De fait, depuis février 2006, l’alliance entre Aoun et Nasrallah n’a servi que le second, laissant au premier des miettes que représentent les postes ministériels, sources d’enrichissement. Car, fondamentalement, le ministre de l’Energie (le gendre du général), ou celui des Télécommunications, n’ont aucun pouvoir réel. Au mieux, ils peuvent exécuter les ordres du Hezbollah. A titre d’exemple, le Parti de Dieu se sert de la docilité du ministre des Télécommunications pour développer son propre réseau. L’autre exemple le plus flagrant concerne le secteur électrique dramatiquement sinistré. Le ministère de l’Energie et de l’Electricité, qui a systématiquement été géré par les pro-syriens depuis l’avènement de la deuxième République (1990), a littéralement comploté contre les intérêts du Liban. Il a lié les approvisionnements du pays en gaz égyptien à la volonté de Damas, en faisant passer le Gazoduc arabe par la Jordanie et la Syrie, puis le Liban, au lieu de l’acheminer par la mer directement du Sinaï vers le Liban, comme le suggéraient les Egyptiens. Ce faisant, la Syrie a désormais disposé de tous les moyens d’asphyxier le Liban.

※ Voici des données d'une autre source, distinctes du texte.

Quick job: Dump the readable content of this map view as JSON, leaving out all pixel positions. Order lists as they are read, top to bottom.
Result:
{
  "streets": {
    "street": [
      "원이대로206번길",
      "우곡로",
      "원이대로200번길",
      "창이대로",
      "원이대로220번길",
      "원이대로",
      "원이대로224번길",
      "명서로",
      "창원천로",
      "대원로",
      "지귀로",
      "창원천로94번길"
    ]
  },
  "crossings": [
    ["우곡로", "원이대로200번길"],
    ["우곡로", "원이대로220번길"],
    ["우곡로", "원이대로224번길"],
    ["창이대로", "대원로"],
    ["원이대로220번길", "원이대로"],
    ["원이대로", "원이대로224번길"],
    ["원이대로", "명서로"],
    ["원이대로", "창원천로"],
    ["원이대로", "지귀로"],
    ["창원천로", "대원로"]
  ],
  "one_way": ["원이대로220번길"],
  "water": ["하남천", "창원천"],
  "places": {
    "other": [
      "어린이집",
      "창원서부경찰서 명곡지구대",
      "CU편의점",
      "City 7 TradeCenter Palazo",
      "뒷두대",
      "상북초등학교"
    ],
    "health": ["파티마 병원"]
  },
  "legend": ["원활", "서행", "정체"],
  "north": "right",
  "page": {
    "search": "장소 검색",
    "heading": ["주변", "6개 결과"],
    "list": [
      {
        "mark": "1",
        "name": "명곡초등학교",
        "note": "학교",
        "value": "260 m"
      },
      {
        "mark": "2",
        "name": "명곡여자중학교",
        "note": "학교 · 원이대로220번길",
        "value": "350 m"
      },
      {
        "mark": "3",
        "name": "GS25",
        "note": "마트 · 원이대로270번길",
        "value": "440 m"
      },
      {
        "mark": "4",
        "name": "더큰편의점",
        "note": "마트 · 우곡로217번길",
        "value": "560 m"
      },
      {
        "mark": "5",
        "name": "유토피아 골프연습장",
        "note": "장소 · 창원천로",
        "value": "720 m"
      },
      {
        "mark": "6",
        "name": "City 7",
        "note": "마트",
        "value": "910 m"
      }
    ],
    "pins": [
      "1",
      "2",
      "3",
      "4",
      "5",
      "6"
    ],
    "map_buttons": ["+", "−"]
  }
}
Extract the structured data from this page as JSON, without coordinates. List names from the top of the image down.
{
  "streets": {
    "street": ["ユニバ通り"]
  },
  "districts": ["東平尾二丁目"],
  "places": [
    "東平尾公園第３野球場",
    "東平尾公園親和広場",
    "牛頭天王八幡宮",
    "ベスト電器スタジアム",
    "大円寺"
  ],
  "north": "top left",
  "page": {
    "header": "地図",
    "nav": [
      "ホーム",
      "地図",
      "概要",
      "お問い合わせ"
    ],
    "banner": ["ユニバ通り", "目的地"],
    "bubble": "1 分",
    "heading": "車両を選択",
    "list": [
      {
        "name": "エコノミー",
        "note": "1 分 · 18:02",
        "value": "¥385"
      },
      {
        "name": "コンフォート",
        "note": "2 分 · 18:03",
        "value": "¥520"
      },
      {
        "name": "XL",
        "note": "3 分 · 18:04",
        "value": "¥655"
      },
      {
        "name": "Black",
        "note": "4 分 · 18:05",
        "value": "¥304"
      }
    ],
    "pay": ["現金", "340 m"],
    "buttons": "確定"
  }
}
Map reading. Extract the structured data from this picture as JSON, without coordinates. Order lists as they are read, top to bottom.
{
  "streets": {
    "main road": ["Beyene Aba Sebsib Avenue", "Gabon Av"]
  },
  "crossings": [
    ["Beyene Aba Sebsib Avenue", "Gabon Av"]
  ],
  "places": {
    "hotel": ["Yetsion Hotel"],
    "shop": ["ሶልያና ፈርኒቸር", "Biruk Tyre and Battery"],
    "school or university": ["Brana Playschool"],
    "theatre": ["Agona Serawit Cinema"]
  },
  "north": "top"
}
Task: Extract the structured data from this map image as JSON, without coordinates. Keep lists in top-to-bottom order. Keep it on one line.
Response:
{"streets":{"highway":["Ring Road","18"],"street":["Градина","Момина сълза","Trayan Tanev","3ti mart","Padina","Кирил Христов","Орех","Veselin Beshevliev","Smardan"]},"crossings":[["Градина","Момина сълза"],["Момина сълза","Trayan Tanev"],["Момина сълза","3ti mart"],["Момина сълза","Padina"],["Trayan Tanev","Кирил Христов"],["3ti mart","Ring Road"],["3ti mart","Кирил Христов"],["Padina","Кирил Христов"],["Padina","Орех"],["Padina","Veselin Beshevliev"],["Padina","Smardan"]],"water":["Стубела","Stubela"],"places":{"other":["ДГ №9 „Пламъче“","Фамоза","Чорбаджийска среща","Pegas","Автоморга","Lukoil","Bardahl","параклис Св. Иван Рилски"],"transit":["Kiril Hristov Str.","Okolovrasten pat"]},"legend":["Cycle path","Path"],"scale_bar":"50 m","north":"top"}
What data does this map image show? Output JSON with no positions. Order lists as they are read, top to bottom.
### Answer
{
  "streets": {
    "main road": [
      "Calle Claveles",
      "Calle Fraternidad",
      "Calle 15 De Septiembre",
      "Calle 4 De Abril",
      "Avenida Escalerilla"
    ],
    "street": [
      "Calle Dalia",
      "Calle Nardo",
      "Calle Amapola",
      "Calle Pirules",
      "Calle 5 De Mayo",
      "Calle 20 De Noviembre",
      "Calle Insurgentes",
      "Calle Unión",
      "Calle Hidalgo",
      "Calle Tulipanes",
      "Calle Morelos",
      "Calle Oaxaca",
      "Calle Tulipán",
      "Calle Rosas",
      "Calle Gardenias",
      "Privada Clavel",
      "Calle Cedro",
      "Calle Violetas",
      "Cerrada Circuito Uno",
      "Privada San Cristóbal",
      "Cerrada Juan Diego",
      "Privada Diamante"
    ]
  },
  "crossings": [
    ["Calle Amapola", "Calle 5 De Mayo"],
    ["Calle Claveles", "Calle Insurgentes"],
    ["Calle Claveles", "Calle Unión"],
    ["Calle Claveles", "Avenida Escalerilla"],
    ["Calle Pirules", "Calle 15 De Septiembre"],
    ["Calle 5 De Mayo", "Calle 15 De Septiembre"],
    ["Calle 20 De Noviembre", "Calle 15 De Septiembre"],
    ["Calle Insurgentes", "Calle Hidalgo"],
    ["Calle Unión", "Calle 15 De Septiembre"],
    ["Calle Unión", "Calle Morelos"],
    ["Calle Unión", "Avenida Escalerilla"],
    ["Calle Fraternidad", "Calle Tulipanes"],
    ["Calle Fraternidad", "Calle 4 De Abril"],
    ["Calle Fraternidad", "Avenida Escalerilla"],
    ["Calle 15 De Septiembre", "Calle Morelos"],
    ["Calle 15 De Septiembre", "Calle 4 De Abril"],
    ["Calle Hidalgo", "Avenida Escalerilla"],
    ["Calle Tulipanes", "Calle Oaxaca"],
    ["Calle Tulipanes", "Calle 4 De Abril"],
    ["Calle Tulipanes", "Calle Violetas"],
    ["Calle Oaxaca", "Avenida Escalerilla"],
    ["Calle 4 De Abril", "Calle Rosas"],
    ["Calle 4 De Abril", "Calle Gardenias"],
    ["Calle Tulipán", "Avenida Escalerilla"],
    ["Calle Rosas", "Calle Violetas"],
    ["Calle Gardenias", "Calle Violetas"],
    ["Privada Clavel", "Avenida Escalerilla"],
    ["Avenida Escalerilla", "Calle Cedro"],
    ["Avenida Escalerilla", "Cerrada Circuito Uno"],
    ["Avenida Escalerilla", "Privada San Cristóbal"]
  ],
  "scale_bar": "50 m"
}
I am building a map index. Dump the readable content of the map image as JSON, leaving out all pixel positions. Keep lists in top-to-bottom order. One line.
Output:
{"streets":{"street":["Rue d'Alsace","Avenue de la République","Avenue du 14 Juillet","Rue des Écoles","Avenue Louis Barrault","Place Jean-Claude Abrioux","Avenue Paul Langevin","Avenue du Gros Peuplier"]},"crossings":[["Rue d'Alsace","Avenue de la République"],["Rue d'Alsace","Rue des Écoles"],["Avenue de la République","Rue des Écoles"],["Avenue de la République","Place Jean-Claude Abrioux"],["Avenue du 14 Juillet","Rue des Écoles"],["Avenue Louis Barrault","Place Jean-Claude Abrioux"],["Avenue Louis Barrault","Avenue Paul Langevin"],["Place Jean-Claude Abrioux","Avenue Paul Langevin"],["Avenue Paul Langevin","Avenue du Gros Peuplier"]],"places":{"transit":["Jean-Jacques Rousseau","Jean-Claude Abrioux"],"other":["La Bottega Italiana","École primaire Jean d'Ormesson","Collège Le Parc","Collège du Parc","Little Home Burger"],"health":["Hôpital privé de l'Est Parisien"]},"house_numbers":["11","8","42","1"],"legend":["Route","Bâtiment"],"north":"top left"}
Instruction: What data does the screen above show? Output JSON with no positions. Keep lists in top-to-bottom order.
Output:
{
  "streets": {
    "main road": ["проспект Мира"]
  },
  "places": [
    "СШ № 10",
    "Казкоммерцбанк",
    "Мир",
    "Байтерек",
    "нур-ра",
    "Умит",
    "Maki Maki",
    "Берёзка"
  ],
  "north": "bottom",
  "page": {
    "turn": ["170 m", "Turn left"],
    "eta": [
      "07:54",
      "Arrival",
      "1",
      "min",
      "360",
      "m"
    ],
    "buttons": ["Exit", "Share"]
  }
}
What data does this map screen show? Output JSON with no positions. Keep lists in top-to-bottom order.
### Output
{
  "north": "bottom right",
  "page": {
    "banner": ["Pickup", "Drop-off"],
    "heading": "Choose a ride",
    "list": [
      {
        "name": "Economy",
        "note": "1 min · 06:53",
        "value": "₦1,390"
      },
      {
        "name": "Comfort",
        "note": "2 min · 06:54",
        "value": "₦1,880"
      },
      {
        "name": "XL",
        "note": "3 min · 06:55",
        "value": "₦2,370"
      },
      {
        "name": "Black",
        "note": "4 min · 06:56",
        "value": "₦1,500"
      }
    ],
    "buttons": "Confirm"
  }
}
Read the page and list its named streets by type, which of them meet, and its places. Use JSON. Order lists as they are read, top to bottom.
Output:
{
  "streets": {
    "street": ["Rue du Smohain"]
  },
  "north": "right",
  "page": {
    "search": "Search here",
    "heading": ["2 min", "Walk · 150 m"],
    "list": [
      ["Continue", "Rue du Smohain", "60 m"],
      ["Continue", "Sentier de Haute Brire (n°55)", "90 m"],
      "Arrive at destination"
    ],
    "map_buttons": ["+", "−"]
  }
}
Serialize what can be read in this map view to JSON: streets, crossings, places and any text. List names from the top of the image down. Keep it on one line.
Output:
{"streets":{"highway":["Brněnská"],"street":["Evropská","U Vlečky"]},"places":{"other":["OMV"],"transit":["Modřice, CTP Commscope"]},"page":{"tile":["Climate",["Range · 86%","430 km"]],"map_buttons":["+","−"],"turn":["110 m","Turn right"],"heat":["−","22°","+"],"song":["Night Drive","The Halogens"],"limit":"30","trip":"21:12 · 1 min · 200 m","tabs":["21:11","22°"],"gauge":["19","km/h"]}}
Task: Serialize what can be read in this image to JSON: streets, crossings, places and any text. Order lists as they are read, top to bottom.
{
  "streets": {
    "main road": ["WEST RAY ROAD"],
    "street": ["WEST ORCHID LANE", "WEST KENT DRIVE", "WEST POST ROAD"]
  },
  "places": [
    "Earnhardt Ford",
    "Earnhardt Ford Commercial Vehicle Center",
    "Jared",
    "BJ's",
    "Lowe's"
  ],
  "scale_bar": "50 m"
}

Plus cynique encore, les militants du Hezbollah et leurs familles ne payaient et ne paient toujours pas le courant électrique au nom du soutien à la Résistance face à l’occupation israélienne (qui a pourtant pris fin en 2000). Ce phénomène s’est répandu d’abord dans le Sud, alors occupé, puis vers la banlieue sud de Beyrouth, pour toucher l’ensemble des régions chiites. Le ministre de l’Energie et de l’Electricité, allié du Hezbollah, est ainsi coincé entre le marteau des impératifs économiques et l’enclume de la Résistance. Au nom de la Résistance, le Liban a ainsi été empêché de privatiser le secteur électrique pour le rendre compétitif, comme l’exigeaient les institutions financières internationales et les pays donateurs du Liban, y compris sous les gouvernements libéraux.
Cette réalité, et bien d’autres, ont provoqué un réel mécontentement au sein du Courant Patriotique Libre (CPL). La popularité du général Aoun s’en est durement affectée, d’autant plus que les Chrétiens n’apprécient pas son soutien à leur bourreau de trente ans, le régime syrien. Pour compenser la perte prévisible de la couverture aouniste, le Hezbollah tente à présent de se rapprocher de l’Eglise maronite et multiplie les réunions avec le Patriarche Béchara Raï et ses proches, lesquels continuent à prêcher l’alliance des minorités et à défendre le régime syrien, décrété « protecteur des Chrétiens » ! Le paradoxe est que la perspective de la chute de Bachar Al-Assad semble davantage inquiéter les opportunistes sur leurs carrières politique et religieuse, que sur l’avenir des Chrétiens en Syrie, au Liban et en Orient plus généralement.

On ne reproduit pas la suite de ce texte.